(Dataset entries)
☆ ☆ ☆ ☆ ☆ ☆ ☆
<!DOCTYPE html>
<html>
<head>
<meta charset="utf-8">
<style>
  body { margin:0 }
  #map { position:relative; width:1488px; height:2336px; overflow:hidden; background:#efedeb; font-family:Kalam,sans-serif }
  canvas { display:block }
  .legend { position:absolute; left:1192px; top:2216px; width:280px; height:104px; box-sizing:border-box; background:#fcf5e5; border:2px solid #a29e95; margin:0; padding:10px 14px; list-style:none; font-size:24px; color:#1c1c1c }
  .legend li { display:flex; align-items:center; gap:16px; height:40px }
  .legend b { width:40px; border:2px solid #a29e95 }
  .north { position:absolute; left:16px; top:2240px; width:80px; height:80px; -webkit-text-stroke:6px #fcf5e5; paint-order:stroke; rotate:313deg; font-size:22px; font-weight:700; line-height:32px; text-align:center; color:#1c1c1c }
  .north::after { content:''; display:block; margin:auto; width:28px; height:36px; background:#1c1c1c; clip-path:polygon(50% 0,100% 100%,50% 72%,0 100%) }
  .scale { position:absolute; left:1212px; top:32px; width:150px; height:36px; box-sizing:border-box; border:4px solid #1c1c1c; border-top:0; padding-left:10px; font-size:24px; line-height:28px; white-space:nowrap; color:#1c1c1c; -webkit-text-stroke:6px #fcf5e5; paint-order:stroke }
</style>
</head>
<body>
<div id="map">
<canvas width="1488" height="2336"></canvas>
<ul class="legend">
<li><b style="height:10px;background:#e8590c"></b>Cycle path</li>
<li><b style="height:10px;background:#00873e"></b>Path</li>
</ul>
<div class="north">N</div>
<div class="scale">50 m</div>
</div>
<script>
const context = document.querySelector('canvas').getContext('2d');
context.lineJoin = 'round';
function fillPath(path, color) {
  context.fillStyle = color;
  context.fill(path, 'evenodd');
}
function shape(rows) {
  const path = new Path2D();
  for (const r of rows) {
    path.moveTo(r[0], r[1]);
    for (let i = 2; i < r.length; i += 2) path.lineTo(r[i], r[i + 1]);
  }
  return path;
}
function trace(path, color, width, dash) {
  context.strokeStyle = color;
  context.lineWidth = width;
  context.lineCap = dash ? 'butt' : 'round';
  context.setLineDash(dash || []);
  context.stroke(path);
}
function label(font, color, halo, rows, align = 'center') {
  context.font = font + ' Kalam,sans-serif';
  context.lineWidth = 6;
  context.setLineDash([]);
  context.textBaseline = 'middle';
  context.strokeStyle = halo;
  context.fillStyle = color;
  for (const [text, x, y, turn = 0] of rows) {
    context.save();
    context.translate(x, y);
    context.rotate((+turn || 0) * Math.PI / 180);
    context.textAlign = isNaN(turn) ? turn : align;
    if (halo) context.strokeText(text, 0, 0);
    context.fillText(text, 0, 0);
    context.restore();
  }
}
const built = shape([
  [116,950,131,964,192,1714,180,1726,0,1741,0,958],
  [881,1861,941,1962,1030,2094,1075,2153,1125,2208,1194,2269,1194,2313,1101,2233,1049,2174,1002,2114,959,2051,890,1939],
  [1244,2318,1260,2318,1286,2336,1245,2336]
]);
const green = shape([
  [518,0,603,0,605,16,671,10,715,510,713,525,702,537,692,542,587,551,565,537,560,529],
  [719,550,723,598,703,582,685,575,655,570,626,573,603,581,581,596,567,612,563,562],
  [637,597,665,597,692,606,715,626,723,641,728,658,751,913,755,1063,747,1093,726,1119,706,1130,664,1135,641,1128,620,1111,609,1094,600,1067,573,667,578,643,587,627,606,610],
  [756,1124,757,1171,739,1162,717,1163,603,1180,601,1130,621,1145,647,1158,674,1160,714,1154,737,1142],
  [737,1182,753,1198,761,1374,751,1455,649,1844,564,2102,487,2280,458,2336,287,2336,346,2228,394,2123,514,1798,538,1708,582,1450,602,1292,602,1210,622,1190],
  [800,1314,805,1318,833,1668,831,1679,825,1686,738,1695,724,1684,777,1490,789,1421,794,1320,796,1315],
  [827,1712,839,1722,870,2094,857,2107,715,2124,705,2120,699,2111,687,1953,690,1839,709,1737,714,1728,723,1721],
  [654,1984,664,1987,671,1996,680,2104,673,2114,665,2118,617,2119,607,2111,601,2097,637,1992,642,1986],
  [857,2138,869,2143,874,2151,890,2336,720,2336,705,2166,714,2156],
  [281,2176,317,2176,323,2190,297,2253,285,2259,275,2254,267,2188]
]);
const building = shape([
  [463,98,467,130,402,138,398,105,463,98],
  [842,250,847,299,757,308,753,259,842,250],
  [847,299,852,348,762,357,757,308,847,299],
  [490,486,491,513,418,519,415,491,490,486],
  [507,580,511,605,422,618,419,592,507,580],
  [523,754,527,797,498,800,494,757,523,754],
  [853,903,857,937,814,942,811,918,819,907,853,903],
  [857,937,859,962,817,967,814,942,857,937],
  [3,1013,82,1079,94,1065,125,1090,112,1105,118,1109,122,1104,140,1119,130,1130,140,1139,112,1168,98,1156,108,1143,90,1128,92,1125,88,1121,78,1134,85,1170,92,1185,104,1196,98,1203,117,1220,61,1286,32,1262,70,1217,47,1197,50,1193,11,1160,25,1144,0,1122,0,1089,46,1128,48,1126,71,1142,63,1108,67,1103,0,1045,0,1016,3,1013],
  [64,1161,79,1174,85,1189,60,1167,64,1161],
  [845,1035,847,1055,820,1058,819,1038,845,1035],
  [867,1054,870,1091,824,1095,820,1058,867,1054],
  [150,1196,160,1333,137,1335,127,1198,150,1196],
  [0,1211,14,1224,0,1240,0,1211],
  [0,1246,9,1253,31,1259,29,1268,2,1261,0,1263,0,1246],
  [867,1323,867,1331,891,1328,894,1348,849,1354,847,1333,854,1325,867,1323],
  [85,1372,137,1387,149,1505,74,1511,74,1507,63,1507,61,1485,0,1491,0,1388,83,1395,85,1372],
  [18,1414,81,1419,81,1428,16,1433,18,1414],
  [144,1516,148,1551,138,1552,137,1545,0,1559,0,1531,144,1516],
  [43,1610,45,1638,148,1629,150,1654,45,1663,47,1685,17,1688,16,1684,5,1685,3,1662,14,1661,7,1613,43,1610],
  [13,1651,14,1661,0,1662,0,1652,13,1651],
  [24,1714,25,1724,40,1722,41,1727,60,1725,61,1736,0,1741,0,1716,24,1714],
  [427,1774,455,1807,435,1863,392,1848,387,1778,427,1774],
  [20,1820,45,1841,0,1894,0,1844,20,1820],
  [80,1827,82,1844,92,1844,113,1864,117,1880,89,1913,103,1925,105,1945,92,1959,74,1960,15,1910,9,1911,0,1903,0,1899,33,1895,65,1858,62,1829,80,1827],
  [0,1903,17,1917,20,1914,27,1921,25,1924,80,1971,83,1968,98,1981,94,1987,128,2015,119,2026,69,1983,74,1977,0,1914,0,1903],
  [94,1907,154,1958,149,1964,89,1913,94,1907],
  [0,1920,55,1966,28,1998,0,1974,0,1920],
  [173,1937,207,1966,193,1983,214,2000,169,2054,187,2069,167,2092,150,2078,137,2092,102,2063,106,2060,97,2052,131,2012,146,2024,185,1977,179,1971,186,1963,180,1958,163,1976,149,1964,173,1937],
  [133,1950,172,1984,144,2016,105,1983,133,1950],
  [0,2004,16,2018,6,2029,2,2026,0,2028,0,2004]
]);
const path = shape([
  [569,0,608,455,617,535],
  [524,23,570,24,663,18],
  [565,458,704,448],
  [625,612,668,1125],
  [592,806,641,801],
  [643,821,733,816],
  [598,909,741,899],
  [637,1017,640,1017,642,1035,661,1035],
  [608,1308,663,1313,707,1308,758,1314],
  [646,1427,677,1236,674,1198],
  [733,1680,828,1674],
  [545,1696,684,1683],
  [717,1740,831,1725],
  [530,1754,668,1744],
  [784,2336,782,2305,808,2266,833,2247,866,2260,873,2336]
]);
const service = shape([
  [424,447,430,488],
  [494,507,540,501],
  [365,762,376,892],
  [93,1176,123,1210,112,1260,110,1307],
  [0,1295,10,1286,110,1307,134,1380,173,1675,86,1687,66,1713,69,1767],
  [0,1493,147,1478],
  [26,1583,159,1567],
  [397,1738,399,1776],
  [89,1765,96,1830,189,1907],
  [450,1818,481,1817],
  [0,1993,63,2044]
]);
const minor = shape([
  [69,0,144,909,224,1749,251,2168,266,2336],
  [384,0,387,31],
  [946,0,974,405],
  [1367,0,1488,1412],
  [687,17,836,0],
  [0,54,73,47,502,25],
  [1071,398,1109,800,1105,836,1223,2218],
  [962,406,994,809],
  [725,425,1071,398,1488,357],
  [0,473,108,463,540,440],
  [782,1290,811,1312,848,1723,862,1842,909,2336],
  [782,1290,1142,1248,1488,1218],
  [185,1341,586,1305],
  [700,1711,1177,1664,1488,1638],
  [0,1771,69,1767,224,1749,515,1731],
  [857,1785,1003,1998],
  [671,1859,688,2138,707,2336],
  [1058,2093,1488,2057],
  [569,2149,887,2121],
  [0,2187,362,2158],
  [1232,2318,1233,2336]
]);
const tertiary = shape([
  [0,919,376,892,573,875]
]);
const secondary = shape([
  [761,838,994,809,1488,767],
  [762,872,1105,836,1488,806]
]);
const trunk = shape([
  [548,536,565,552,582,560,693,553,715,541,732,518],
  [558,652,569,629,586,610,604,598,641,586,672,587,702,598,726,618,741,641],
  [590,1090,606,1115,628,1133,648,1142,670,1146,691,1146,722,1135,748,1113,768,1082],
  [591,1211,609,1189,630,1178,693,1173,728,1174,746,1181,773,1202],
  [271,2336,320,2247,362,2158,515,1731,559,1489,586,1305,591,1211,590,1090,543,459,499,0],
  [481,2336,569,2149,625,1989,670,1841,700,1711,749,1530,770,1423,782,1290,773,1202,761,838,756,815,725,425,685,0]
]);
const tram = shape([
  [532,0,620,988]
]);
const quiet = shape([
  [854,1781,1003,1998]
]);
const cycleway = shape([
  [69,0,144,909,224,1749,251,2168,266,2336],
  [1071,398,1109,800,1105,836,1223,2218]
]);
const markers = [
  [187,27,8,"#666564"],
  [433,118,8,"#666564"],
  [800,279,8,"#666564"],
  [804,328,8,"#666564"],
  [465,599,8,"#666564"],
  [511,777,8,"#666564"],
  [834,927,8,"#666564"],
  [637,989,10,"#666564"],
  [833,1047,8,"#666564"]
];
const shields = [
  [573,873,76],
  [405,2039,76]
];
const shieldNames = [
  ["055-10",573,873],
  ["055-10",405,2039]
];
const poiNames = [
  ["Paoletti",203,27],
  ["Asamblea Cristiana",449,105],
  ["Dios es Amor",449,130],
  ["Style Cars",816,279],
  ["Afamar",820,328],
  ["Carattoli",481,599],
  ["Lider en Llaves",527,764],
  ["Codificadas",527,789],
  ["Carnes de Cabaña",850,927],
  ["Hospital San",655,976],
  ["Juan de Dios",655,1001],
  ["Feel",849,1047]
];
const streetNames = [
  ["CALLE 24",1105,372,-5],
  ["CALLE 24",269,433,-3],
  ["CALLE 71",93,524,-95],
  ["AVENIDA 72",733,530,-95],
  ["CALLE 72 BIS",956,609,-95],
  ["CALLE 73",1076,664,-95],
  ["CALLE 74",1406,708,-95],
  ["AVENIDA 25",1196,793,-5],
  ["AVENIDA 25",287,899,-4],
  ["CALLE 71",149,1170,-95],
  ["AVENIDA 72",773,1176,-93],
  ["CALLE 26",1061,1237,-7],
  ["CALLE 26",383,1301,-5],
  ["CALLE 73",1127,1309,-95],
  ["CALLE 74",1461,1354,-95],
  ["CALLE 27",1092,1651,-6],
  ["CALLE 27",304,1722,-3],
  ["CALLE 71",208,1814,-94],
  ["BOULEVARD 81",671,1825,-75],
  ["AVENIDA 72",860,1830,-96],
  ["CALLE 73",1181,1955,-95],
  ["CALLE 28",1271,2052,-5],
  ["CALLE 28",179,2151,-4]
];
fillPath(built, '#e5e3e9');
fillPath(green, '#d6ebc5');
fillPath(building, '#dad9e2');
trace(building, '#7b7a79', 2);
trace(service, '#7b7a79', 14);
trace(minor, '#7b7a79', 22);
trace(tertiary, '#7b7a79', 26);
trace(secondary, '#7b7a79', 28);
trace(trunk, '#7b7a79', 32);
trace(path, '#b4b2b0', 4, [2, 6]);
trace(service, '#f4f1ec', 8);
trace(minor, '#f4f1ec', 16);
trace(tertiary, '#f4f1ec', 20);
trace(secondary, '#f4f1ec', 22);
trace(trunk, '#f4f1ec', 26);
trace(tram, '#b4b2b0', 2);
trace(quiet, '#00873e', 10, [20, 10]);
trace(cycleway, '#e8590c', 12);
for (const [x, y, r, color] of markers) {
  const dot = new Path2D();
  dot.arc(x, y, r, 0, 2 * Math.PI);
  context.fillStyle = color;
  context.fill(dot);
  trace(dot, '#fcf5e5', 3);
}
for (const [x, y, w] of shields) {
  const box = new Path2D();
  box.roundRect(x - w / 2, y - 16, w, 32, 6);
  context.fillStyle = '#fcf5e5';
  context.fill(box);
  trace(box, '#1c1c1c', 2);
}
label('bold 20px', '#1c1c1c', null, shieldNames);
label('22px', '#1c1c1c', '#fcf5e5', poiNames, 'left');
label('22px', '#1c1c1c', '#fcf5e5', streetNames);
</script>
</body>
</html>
☆ ☆ ☆ ☆ ☆ ☆ ☆
The task:
For the word "tertiary", find all matching lines in the entries above and copy them out.

Expected output:
const tertiary = shape([
trace(tertiary, '#7b7a79', 26);
trace(tertiary, '#f4f1ec', 20);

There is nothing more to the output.